Pas une ressource transitoire
Rappelons-nous également qu’en février 2018, le premier ministre François Legault déclarait qu’il n’y avait pas d’acceptabilité sociale pour un projet d’oléoduc au Québec qualifiant le pétrole qui y serait transporté « d’énergie sale » (sic). Aujourd’hui, on se rabat sur un projet de gazoduc et sur une forme alternative de combustible fossile également qualifiée de « sale », en prétendant qu’elle va servir de ressource transitoire vers des énergies propres. Mais rien n’est moins certain. Le rapport du BAPE nous rappelle qu’il n’existe aucune garantie ni aucun moyen de s’assurer que le gaz naturel liquéfié produit par le complexe de liquéfaction servirait effectivement de substitut à des combustibles plus polluants dans les marchés d’exportation visés.
Aucune certitude
Pour nos trois conseils de Premières Nations, c’est la goutte qui a fait déborder le vase. Pour nous, la diminution globale des GES par voie de substitution constituait le seul avantage des projets. Dans de telles conditions, pourquoi importer un combustible gazeux que plusieurs réprouvent et qui, une fois liquéfié, pourra être vendu n’importe où, sans qu’on n’obtienne la moindre garantie qu’il sera utilisé en substitut d’énergies fossiles comme le promettait initialement GNL Québec ?
Partenariat contesté
À ce sujet, on apprenait récemment que le terminal de regazéification du partenaire stratégique de GNL Québec, le groupe allemand Hanseatic Energy, est également contesté et risque fort bien de ne jamais voir le jour, car il ne s’inscrit pas dans l’effort nécessaire pour atteindre la carboneutralité en Allemagne. On note par ailleurs qu’un projet analogue à celui d’Hanseatic Energy Hub a été annulé en Europe suite au constat qu’il n’y avait pas assez de demande pour le gaz naturel liquéfié. À nous d’en tirer les conclusions qui s’imposent.

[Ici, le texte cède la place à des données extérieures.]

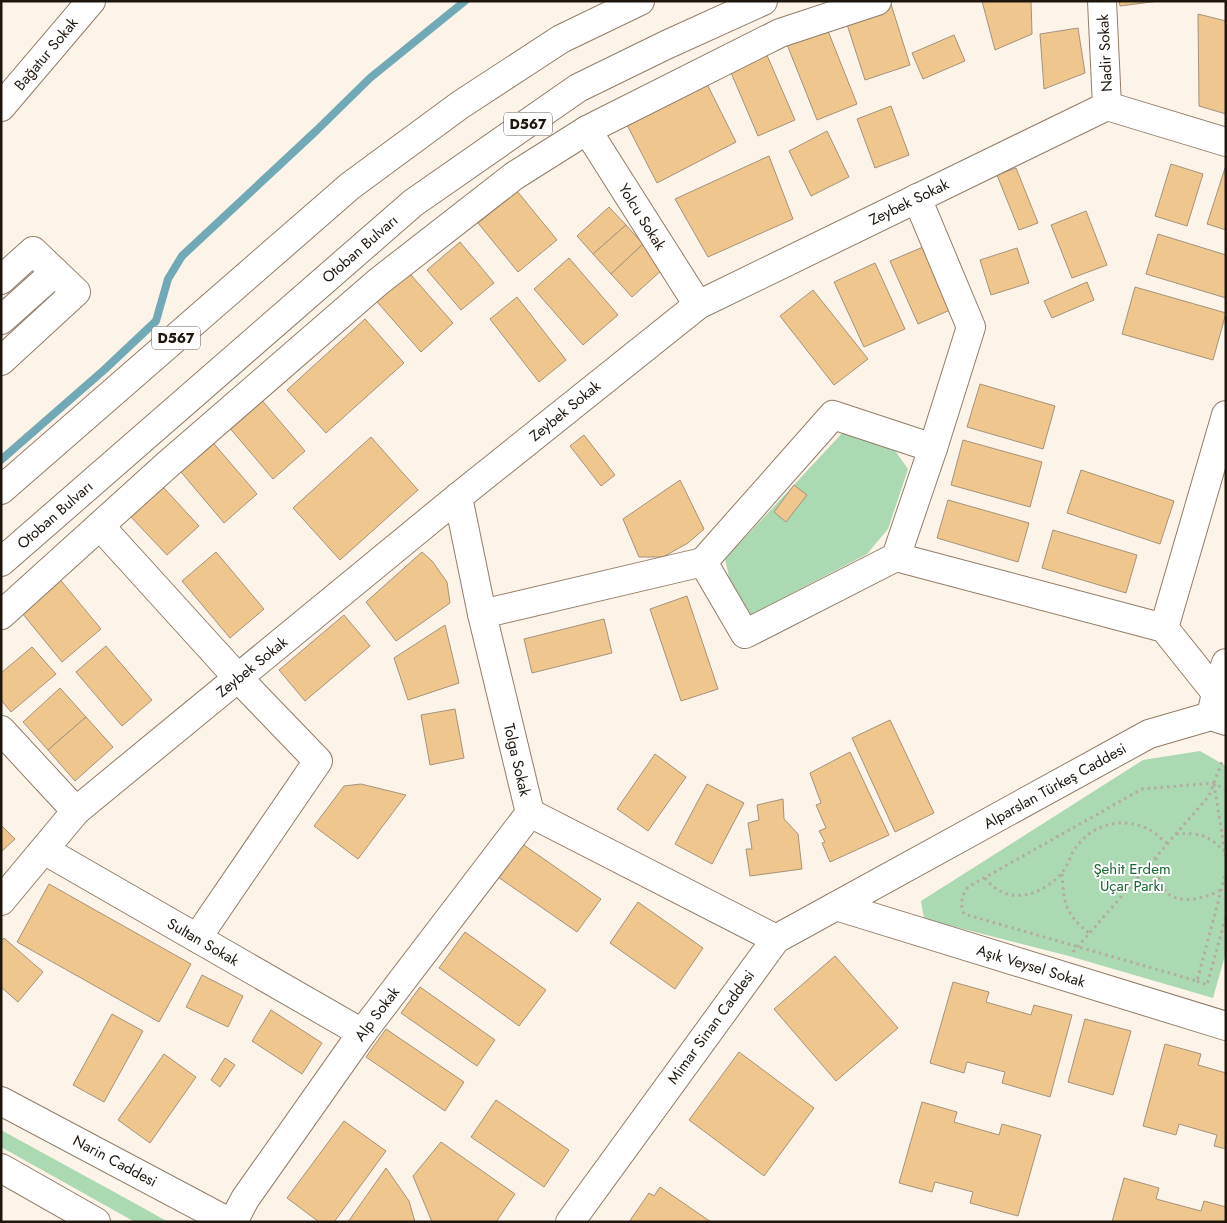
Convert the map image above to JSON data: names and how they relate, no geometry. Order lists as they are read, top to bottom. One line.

Trois conditions inatteignables
Pour vendre leurs projets à la population, les nombreux lobbyistes, avocats et experts en communication de GNL Québec n’ont cessé de faire des promesses qui sont tout bonnement irréalistes. Ils ont, par ailleurs, été incapables de remplir les trois conditions fixées par le gouvernement pour donner le feu vert aux projets : 1) acceptabilité sociale 2) réduction significative des émissions de gaz à effet de serre (GES) dans le monde 3) accélération de la transition vers des énergies propres.
Engagements sous toutes réserves
En matière d’engagements, le promoteur propose de faire des études, mais pas avant que les projets ne soient acceptés. Il dit vouloir étudier l’impact des activités de production et de transport sur la faune et les populations de bélugas. Il affirme que les navires ne feront pas de bruit, qu’ils vont aller lentement, qu’ils vont faire usage de remorqueurs d’escorte et que les procédures de navigation seront modifiées selon l’avancement de la science. Il prétend également qu’il va financer de la recherche pour le gaz naturel renouvelable (GNR) et lancer un appel d’offres pour le réemploi du CO2 que va produire l’usine. Il soutient également que ses opérations seront carboneutres. En clair, cela veut dire qu’une fois les projets acceptés, on va étudier le problème du GNR, on va essayer de trouver quelqu’un pour s’occuper des résidus de CO2 et on va tenter d’être carboneutre, objectif qui à la lecture du rapport du BAPE, est inatteignable.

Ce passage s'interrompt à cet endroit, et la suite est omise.